Sembrong Lake is located along Ayer Hitam-Kluang road. The construction of Sembrong Lake was completed in 1984; the water body is about 8.5 km2 and surrounded by the lake basin area of approximately 130 km2. It’s a shallow lake with maximum depth of 7 m and mean of 3.2 m. This man-made reservoir was originally designated for flood mitigation, but has been used for irrigation and water supply since 1997. The landuse has changed extensively with the increment of agricultural activities covering 8% (1984) to 82% (2010) of the catchment. Oil palm dominating the land use comprising about 72% of the basin area, followed by modern agriculture (15%), commercial and residential (5%), forest and swamp (4%), orchard (3%) and pasture (1%). Agricultural activities in the lake basin areas contribute significant sources of pollution, both point and non-point source especially sediment and nutrients. High loading of phosphate and nitrate may induce eutrophication.
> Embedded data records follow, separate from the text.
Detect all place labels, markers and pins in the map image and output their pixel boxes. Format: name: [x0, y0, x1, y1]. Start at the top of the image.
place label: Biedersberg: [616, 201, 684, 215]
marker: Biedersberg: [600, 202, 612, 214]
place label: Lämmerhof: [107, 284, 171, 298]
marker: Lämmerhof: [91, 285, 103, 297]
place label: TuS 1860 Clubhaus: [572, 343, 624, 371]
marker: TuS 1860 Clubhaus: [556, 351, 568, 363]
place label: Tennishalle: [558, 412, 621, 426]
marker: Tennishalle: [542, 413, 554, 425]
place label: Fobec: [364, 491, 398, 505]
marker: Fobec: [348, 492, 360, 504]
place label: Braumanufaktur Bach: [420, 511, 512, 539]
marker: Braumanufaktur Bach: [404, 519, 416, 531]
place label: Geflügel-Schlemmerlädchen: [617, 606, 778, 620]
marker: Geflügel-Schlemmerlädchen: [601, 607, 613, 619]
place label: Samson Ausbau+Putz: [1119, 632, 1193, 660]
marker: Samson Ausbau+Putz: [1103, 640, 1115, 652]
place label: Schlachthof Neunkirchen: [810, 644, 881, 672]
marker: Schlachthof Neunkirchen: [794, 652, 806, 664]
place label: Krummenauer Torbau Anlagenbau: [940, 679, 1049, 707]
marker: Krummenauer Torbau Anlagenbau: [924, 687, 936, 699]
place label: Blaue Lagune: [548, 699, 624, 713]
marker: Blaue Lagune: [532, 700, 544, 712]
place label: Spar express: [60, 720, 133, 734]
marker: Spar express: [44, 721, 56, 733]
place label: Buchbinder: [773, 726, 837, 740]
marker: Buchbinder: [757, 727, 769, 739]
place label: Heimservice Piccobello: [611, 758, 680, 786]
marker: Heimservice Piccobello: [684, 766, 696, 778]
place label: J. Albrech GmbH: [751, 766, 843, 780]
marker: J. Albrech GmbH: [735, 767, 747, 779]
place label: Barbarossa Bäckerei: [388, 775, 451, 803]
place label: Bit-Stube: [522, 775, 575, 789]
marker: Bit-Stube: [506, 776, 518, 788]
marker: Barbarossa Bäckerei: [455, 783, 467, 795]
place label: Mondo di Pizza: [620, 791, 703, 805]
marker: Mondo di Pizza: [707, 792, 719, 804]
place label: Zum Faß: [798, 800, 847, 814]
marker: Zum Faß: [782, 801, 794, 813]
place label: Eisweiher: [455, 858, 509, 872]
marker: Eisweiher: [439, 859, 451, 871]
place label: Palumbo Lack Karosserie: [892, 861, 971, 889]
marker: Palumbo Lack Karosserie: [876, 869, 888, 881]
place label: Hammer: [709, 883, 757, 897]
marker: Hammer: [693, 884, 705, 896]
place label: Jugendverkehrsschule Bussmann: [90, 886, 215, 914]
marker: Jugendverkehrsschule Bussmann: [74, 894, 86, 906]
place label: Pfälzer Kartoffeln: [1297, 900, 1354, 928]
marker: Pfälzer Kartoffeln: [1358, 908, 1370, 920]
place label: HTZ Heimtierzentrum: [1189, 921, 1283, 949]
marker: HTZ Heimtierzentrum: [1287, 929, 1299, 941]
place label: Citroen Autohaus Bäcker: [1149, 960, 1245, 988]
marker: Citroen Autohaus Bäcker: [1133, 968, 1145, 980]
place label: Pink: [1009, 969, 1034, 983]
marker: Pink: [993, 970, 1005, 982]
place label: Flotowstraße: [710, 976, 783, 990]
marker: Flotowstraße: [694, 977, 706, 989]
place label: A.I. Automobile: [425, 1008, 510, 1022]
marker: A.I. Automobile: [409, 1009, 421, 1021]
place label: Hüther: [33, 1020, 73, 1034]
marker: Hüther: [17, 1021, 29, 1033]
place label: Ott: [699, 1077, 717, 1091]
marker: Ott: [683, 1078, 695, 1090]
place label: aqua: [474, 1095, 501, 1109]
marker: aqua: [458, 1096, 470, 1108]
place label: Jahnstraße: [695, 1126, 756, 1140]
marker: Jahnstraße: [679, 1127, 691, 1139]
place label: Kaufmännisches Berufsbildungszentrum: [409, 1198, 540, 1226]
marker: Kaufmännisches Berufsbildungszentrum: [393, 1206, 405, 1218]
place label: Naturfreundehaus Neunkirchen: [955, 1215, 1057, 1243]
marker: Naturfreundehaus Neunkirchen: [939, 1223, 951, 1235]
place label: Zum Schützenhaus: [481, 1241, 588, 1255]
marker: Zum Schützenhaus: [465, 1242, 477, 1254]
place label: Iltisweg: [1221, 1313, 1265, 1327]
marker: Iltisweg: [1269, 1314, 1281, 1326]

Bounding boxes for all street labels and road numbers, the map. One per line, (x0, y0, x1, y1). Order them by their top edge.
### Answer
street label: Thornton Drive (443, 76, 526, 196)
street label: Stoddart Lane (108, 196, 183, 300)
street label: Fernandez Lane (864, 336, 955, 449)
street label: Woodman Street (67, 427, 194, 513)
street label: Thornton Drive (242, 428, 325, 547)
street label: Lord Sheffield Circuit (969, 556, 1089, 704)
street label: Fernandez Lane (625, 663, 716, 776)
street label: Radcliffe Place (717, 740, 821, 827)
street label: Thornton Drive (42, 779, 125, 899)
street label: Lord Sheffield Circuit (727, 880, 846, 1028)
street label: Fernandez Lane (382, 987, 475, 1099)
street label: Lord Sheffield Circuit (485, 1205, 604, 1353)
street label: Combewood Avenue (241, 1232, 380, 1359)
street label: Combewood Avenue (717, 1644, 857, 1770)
The eutrophic state of the lake is evident from the present of excessive growth of aquatic plants, especially water hyacinth (Eichhornia crassipes) and knotedweed (Polygonum pulchrum).

The Batang Ai Lake is in the Sri Aman Division of Sarawak, some 350 km from Kuching City, capital of Sarawak. This 84 km2 water body, which stretches up the Engkari and Ai valleys is the first man-made lake in Sarawak for hydroelectricity generation. This is a deep lake having a water volume of 750 million m3 with depth ranging from 14 to 63 m and a mean of 44 m. The main dam has 4 turbines of 27 MW each and with a total generating capacity of 108 MW. In addition to power generation, the government encouraged aquaculture and fisheries industry to be developed in the reservoir. As a result, cage culture with a low production of 3 tons in 1993 increased to 434 tons in 2003 and 744 tons in 2011 due to the great demand for its product throughout the year. Among the impacts of the lake is that it is an important fisheries resource for the local communities and Sarawak at large, while the water catchment areas harbour a high biodiversity whereby it is is one of the only two places in Sarawak with the Northwest Bornean Orang Utan, Pongo pygmaeus subspecies pygmaeus. Tourism, especially ecotourism, has an impact on the local economy. Challenges or threats to the lake and its water catchment areas include overfishing, increased sediment load due to logging and shifting cultivation upstream, illegal logging, removal of vegetation cover, illegal poaching and hunting, over-collection of plants with potential economic value potential.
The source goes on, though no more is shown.